- **What to produce**
Could you show each line of the records that contains the word "stream"?

Available data below:

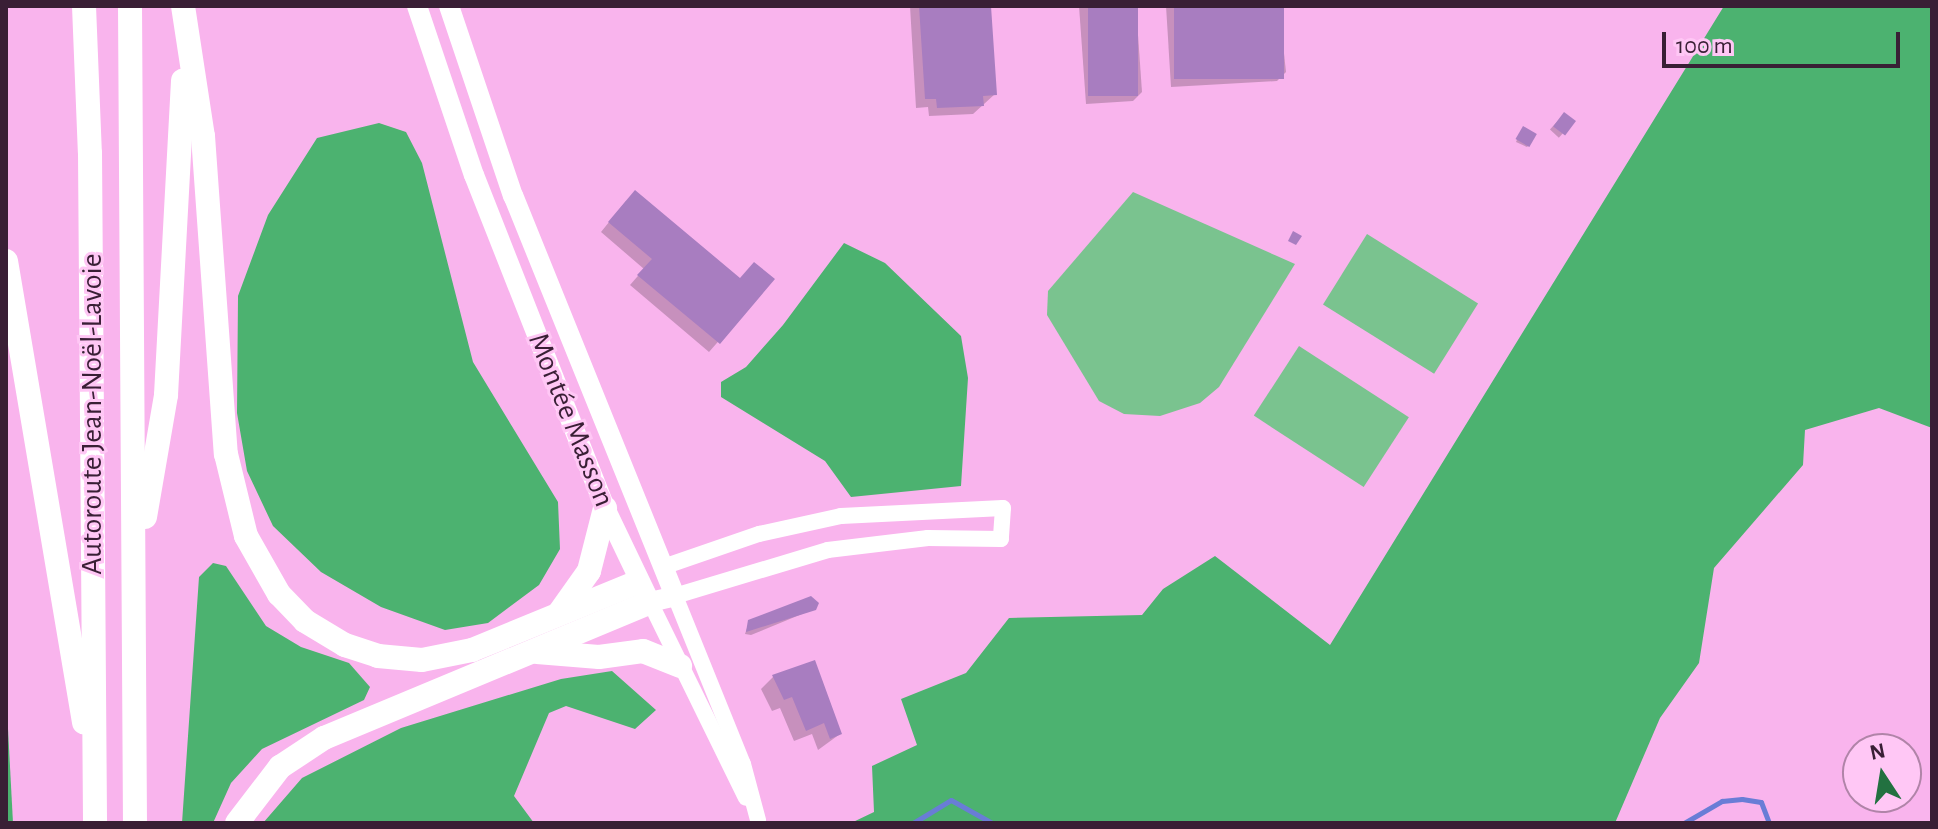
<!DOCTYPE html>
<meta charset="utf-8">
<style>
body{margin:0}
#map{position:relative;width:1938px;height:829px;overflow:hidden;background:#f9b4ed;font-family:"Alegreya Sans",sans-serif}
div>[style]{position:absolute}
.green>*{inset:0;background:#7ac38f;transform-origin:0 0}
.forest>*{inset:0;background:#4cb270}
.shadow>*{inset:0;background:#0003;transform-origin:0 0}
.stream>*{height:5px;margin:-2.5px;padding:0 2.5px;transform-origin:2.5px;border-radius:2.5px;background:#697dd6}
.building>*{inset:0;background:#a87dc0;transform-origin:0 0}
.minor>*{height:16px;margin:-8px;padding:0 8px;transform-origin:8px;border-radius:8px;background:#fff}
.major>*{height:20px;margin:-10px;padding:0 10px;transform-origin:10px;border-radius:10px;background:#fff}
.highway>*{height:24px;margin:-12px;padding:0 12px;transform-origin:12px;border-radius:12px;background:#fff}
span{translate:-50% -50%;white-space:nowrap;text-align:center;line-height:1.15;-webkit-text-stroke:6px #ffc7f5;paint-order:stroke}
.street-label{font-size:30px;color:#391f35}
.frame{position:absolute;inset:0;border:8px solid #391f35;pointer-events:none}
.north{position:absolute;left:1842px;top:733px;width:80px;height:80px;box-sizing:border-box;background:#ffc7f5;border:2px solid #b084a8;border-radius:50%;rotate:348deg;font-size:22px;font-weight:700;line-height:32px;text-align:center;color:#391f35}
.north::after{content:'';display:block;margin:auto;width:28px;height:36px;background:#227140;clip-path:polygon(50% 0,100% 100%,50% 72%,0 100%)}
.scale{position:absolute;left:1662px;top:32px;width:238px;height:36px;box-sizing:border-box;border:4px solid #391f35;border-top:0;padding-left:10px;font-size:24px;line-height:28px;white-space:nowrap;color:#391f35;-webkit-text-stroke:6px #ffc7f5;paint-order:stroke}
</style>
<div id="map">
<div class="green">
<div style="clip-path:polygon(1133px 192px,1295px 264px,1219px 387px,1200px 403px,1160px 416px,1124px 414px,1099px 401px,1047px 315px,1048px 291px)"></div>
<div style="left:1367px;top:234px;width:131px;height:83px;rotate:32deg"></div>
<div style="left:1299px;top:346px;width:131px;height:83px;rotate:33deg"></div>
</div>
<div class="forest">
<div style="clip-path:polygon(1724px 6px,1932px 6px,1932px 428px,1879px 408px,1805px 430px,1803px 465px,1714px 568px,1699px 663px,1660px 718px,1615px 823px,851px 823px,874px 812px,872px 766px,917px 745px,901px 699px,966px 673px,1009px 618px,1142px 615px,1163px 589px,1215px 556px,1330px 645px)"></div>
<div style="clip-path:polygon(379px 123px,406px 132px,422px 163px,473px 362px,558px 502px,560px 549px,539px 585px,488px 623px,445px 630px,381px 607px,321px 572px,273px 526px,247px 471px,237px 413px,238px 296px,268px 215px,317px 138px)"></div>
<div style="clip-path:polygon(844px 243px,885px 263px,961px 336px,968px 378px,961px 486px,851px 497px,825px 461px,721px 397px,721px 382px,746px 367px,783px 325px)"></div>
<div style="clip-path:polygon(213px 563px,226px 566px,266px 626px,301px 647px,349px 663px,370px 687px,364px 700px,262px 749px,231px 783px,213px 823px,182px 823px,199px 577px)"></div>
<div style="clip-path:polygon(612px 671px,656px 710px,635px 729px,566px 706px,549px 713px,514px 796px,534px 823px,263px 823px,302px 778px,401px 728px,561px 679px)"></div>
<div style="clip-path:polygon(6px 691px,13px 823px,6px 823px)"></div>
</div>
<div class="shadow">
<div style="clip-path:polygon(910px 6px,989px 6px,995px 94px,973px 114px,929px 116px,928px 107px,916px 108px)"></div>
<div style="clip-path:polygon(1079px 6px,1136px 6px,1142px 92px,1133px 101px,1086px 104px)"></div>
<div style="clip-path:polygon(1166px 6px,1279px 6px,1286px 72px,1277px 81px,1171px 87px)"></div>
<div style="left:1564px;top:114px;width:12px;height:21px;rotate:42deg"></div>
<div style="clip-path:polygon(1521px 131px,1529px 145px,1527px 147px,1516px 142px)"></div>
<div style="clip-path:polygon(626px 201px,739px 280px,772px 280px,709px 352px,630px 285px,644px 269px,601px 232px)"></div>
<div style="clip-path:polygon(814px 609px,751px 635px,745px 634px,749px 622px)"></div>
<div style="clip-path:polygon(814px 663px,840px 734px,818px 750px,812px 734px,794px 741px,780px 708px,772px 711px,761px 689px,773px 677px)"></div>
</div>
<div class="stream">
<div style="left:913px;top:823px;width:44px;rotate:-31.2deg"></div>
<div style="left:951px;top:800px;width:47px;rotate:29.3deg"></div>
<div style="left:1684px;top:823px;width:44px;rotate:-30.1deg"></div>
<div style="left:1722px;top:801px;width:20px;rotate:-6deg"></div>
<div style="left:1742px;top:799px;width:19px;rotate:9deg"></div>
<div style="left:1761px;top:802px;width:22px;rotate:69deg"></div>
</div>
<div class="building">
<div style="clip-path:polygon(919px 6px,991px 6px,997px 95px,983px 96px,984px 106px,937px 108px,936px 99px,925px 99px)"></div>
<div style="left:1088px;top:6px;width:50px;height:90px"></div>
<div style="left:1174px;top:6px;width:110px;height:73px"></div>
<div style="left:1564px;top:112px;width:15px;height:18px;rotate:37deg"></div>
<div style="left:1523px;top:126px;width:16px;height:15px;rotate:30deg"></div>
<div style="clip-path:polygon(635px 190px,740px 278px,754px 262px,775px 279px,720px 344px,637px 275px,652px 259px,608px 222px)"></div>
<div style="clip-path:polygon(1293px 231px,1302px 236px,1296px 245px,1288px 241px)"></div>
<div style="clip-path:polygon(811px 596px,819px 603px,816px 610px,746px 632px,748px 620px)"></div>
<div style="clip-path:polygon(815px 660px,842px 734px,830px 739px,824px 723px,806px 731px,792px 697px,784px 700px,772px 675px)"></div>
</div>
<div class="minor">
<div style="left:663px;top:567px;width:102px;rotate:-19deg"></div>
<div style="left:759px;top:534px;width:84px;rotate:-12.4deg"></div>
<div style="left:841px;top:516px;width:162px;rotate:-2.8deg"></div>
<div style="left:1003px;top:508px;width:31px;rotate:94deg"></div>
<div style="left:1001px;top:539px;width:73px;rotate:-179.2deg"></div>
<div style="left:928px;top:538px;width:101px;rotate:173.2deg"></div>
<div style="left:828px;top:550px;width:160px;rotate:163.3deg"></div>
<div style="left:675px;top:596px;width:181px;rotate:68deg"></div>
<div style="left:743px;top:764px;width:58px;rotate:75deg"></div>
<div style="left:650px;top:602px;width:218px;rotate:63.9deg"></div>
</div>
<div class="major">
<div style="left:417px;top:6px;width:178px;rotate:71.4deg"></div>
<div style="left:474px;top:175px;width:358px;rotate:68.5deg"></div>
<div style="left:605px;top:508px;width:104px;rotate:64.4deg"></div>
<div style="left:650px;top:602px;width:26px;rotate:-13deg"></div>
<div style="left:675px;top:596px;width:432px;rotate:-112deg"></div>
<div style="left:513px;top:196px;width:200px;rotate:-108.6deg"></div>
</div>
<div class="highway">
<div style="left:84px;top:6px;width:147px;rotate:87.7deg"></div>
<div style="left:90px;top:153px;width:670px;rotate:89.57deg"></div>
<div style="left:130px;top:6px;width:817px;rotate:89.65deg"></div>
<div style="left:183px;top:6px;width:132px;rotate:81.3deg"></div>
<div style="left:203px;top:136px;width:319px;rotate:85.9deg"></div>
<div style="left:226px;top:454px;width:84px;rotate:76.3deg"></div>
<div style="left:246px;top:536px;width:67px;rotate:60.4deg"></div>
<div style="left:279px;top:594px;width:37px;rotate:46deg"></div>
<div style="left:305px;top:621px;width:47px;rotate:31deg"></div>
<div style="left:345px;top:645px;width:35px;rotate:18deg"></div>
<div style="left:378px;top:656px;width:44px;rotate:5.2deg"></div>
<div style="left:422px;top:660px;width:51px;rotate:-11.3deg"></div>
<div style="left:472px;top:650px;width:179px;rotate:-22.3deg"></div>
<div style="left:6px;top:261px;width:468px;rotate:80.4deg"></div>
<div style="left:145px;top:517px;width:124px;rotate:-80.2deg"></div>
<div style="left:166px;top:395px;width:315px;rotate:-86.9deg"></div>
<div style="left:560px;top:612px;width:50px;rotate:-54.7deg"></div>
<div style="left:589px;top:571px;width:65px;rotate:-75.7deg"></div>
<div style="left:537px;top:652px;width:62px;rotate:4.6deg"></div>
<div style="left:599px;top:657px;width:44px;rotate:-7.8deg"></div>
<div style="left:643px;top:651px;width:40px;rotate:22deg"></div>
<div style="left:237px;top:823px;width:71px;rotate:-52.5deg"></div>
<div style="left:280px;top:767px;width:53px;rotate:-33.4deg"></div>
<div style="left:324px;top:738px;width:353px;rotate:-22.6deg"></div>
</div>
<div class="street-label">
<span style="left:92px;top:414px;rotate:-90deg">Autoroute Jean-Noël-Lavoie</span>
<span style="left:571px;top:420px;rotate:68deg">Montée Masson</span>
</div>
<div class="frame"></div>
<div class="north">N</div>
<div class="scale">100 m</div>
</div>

End of Available data.

- **Solution to this task**
.stream>*{height:5px;margin:-2.5px;padding:0 2.5px;transform-origin:2.5px;border-radius:2.5px;background:#697dd6}
<div class="stream">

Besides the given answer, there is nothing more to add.